╭─ Materials provided
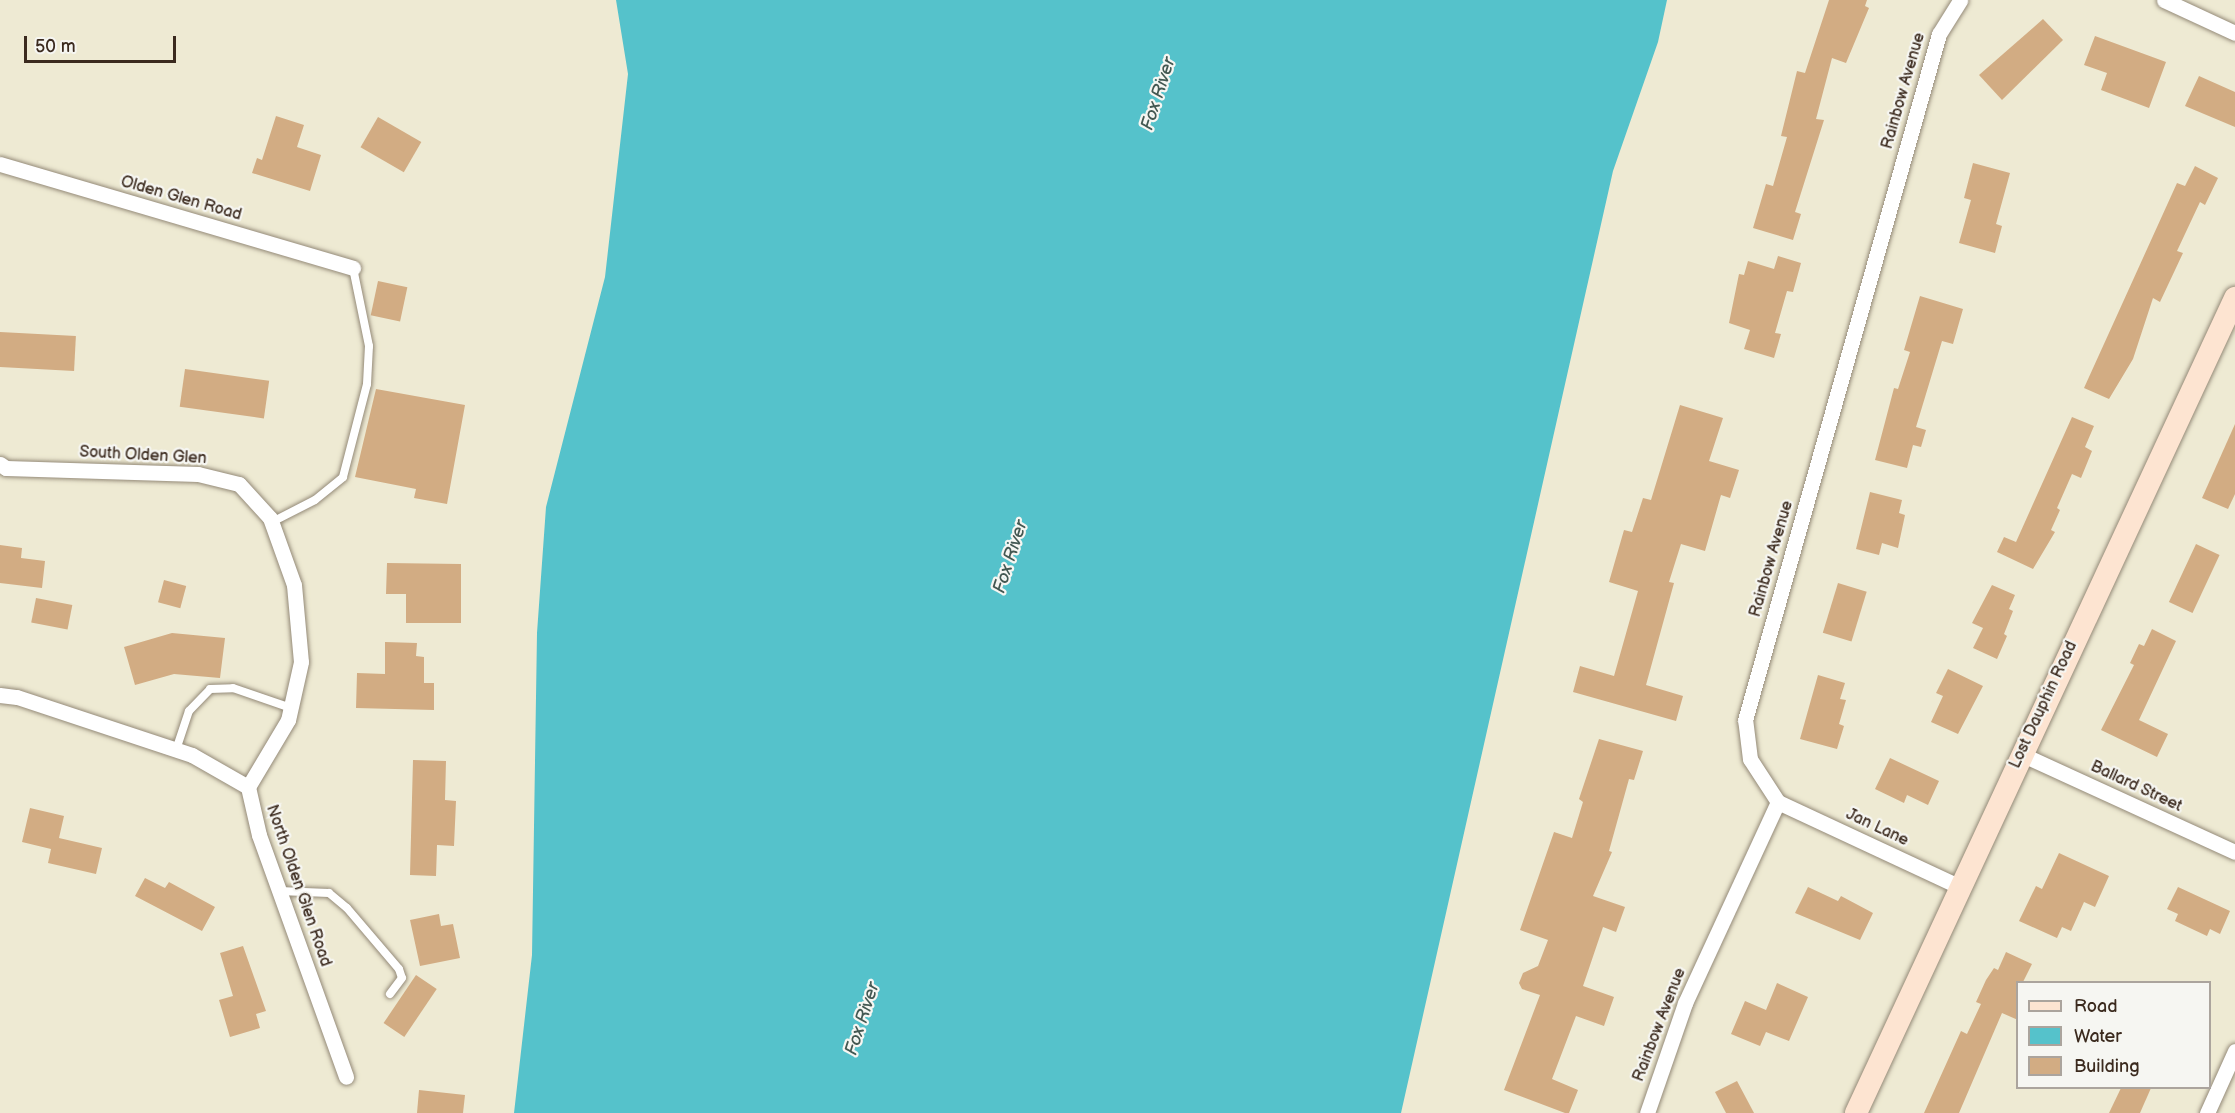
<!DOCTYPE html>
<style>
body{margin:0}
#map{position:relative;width:2235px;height:1113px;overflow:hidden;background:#eeead3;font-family:"Balsamiq Sans",sans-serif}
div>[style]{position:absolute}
.water>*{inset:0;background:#55c2cb}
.building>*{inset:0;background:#d2ac83;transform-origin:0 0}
.roads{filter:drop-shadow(0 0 2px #948a78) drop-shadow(0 0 2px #948a78)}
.lane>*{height:8px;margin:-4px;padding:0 4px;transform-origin:4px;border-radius:4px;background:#fff}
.street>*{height:15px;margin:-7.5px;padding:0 7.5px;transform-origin:7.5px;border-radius:7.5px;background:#fff}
.secondary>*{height:22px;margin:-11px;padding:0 11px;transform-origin:11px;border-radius:11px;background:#fde4d1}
span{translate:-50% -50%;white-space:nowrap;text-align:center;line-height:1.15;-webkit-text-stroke:4.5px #f6f6f2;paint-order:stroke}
.street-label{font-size:16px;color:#3b2a1e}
.water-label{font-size:18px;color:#435852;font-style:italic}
.legend{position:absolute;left:2016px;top:981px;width:195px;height:108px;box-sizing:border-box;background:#f6f6f2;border:2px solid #aba49d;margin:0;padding:8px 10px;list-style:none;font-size:18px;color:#3b2a1e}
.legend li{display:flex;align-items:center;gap:12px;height:30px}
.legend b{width:30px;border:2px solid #aba49d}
.scale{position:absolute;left:24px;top:36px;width:152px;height:27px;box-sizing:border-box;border:3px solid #3b2a1e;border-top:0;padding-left:8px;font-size:18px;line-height:21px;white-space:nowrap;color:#3b2a1e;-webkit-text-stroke:4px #f6f6f2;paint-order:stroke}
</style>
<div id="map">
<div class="water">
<i style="clip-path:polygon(616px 0,1667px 0,1658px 42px,1613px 171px,1401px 1113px,514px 1113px,532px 955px,537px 633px,546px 507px,605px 277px,628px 74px)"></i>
</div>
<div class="building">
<i style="clip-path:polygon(1829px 0,1867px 0,1865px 6px,1869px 8px,1846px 63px,1832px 58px,1816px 119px,1824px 120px,1795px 212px,1801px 214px,1793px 240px,1753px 228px,1766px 184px,1773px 186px,1787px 137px,1781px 136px,1797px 71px,1805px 73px)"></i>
<i style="clip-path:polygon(2043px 19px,2063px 40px,2002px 100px,1979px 75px)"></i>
<i style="clip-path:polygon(2095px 36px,2166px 62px,2149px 108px,2101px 90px,2107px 73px,2084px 65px)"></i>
<i style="clip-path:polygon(2199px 76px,2235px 92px,2235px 127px,2185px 106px)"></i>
<i style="clip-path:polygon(276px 116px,304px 125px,297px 147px,321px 155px,310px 191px,252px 173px,257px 158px,262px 160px)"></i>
<i style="left:378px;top:117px;width:50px;height:35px;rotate:30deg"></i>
<i style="clip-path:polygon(1973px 163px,2010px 173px,1996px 224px,2002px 226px,1995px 253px,1959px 243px,1971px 200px,1964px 198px)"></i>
<i style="clip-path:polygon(2195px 166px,2218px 178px,2205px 205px,2200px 202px,2177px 251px,2183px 253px,2160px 302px,2153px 298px,2133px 359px,2109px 399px,2084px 388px,2177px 183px,2185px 186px)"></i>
<i style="clip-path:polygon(1778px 256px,1801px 263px,1793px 292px,1787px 291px,1775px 333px,1781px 334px,1774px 358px,1744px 349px,1750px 330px,1729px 323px,1739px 274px,1744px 275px,1748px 261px,1774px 269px)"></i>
<i style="left:378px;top:281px;width:30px;height:35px;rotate:12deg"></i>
<i style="clip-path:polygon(1920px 296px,1963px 309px,1953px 344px,1942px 341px,1916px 427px,1926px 430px,1921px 447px,1913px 445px,1907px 468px,1875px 460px,1894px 388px,1898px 389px,1910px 352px,1904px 350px)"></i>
<i style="left:0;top:332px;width:76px;height:35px;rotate:3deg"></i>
<i style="left:185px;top:369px;width:85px;height:38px;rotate:8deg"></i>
<i style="clip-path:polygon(376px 389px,465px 405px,447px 504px,414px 498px,416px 489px,355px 477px)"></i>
<i style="clip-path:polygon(1680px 405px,1723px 418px,1709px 461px,1739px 470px,1730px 498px,1721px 495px,1705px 551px,1681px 544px,1669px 582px,1674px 583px,1646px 685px,1683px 696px,1676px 721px,1573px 692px,1580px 666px,1614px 676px,1638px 591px,1609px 582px,1624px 530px,1632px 532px,1643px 498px,1651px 500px)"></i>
<i style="clip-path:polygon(2072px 417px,2094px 426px,2085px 447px,2092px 451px,2081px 478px,2072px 474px,2057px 508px,2060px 510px,2051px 530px,2055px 532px,2033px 569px,1997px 552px,2004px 537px,2016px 542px)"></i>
<i style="clip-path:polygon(2235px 424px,2235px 494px,2228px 509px,2202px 498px)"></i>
<i style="clip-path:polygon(1870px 492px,1902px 500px,1899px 513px,1905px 515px,1898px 548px,1882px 543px,1879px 555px,1856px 549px)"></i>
<i style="left:2196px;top:544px;width:26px;height:64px;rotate:25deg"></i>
<i style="clip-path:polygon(0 545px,22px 548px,21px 558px,45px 561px,42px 588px,0 583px)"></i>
<i style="clip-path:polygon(387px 563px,461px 564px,461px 623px,406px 623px,406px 594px,386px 594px)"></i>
<i style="left:164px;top:580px;width:23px;height:23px;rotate:15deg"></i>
<i style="left:1838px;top:583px;width:30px;height:52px;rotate:17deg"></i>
<i style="clip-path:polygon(1992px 585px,2015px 595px,2009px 609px,2013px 611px,2004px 634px,2007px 636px,1997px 659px,1973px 648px,1983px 628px,1972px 623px)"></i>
<i style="left:36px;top:598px;width:37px;height:25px;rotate:11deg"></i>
<i style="clip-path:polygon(2152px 629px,2176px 641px,2139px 720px,2168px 734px,2157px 757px,2101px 730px,2134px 665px,2130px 663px,2139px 644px,2144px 646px)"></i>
<i style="clip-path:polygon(172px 633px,225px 638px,220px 678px,174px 674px,135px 685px,124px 647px)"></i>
<i style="clip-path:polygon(385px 642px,417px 643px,416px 656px,424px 657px,424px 683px,434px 683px,434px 710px,356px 708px,357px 673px,385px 674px)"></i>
<i style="clip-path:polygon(1948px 669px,1983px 686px,1958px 734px,1931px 722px,1943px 696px,1936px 693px)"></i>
<i style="clip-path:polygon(1818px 675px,1845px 683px,1840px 699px,1846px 700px,1839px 724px,1844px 726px,1837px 749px,1800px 739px)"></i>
<i style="clip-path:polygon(1599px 739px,1643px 751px,1634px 780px,1629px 779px,1609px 851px,1612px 852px,1593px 896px,1625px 907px,1616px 932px,1603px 927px,1583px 986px,1614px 997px,1604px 1026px,1576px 1016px,1552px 1079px,1578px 1090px,1569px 1113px,1565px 1113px,1504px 1090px,1540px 995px,1522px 989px,1519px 983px,1523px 973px,1538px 966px,1548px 940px,1520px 930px,1554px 832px,1572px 838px,1583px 802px,1579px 799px)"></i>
<i style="clip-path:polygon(1890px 758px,1939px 781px,1928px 805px,1907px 795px,1904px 803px,1875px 789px)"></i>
<i style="clip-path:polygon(413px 760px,446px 761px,445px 800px,456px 801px,454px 846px,437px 845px,436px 876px,410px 875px)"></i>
<i style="clip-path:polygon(30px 808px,64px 816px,59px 838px,102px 848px,96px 874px,48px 863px,51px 849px,22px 842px)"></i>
<i style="clip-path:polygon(2059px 853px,2109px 876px,2095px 907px,2084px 902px,2071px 931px,2062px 927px,2057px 938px,2019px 921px,2036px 886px,2042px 889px)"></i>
<i style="clip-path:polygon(145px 878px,165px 888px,169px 882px,215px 907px,202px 931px,135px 896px)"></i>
<i style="clip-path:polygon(1808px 887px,1838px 901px,1841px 896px,1873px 913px,1860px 940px,1795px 913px)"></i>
<i style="clip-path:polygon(2178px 887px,2230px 911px,2220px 934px,2210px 929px,2207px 936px,2175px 921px,2178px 914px,2167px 909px)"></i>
<i style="clip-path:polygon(439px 914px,441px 926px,453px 924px,460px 958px,420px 966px,410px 920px)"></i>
<i style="clip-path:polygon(243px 946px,266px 1011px,256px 1014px,260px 1028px,230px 1037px,219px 1000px,233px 996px,220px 953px)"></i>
<i style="clip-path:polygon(2006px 952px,2032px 964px,2023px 982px,2018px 982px,2018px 1020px,2002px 1013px,1959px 1113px,1924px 1113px,1961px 1031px,1967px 1034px,1981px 1004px,1976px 1002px,1986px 980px,1994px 968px,1998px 970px)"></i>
<i style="left:416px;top:975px;width:25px;height:58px;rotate:34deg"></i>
<i style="clip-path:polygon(1777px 983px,1808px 997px,1789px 1041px,1766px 1032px,1760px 1046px,1731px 1034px,1745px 1001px,1766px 1010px)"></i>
<i style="clip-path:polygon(1737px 1081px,1754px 1113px,1726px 1113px,1715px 1092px)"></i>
<i style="clip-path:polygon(2121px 1088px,2151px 1088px,2140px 1113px,2109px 1113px)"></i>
<i style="clip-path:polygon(419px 1090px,465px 1095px,463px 1113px,417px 1113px)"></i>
</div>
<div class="roads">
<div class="lane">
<i style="left:272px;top:522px;width:48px;rotate:-27.1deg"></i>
<i style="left:315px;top:500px;width:36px;rotate:-39deg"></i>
<i style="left:343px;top:477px;width:96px;rotate:-75.5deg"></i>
<i style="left:367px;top:384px;width:38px;rotate:-87deg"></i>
<i style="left:369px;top:346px;width:80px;rotate:-101.6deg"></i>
<i style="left:176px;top:750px;width:41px;rotate:-71.6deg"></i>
<i style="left:189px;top:711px;width:30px;rotate:-46deg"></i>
<i style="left:210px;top:689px;width:23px;rotate:-2deg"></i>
<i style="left:233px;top:688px;width:61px;rotate:19deg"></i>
<i style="left:279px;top:891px;width:50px;rotate:2.3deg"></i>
<i style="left:329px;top:893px;width:23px;rotate:40deg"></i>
<i style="left:347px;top:908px;width:80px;rotate:49.6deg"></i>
<i style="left:399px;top:969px;width:9px;rotate:72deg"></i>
<i style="left:402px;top:978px;width:20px;rotate:127deg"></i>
</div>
<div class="street">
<i style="left:2164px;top:0;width:78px;rotate:24.9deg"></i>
<i style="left:0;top:164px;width:368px;rotate:16.4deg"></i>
<i style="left:0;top:464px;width:7px;rotate:34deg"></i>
<i style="left:6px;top:468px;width:192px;rotate:1.8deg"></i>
<i style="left:198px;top:474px;width:42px;rotate:13.7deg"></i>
<i style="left:239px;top:484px;width:46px;rotate:47.6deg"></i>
<i style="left:270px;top:518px;width:71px;rotate:70.3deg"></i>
<i style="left:294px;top:585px;width:77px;rotate:84.8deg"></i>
<i style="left:301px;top:662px;width:59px;rotate:102.6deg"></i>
<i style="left:288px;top:720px;width:78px;rotate:120.8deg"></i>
<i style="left:0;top:695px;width:17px;rotate:7deg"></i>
<i style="left:17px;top:697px;width:184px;rotate:18.3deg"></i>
<i style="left:192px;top:755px;width:64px;rotate:29.7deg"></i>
<i style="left:248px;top:787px;width:49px;rotate:77.1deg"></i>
<i style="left:259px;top:835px;width:257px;rotate:70.2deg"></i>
<i style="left:2021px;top:754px;width:235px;rotate:24.6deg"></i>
<i style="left:1778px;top:802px;width:51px;rotate:-123.1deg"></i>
<i style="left:1750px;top:759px;width:39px;rotate:-97deg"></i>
<i style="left:1745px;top:720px;width:713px;rotate:-74.21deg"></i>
<i style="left:1939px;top:34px;width:40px;rotate:-58deg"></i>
<i style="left:1778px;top:802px;width:201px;rotate:25deg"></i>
<i style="left:1647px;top:1113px;width:116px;rotate:-70.9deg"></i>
<i style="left:1685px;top:1003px;width:221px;rotate:-65.2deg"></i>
<i style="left:2207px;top:1113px;width:68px;rotate:-65.7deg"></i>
</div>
<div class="secondary">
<i style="left:1856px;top:1113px;width:899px;rotate:-65.06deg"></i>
</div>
</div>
<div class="street-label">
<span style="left:1904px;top:91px;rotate:-74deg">Rainbow Avenue</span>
<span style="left:181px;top:199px;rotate:16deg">Olden Glen Road</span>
<span style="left:143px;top:456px;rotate:3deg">South Olden Glen</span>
<span style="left:1772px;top:559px;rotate:-74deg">Rainbow Avenue</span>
<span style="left:2044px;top:705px;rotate:-65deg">Lost Dauphin Road</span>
<span style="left:2136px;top:787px;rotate:25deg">Ballard Street</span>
<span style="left:1877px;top:828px;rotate:25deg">Jan Lane</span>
<span style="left:298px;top:886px;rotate:71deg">North Olden Glen Road</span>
<span style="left:1660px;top:1025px;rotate:-69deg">Rainbow Avenue</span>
</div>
<div class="water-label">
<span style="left:1159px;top:94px;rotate:-72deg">Fox River</span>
<span style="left:1011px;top:557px;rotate:-72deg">Fox River</span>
<span style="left:863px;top:1019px;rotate:-72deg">Fox River</span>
</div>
<ul class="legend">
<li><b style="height:8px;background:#fde4d1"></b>Road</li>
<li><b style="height:16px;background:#55c2cb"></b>Water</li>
<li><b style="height:16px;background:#d2ac83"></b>Building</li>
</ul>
<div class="scale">50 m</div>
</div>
╰─
## Task instructions
Restate exactly, please, only the lines between the start of the data and the line containing "2px #948a78) drop-shadow(0", both ends included, skipping the pictures.

## Reply
<!DOCTYPE html>
<style>
body{margin:0}
#map{position:relative;width:2235px;height:1113px;overflow:hidden;background:#eeead3;font-family:"Balsamiq Sans",sans-serif}
div>[style]{position:absolute}
.water>*{inset:0;background:#55c2cb}
.building>*{inset:0;background:#d2ac83;transform-origin:0 0}
.roads{filter:drop-shadow(0 0 2px #948a78) drop-shadow(0 0 2px #948a78)}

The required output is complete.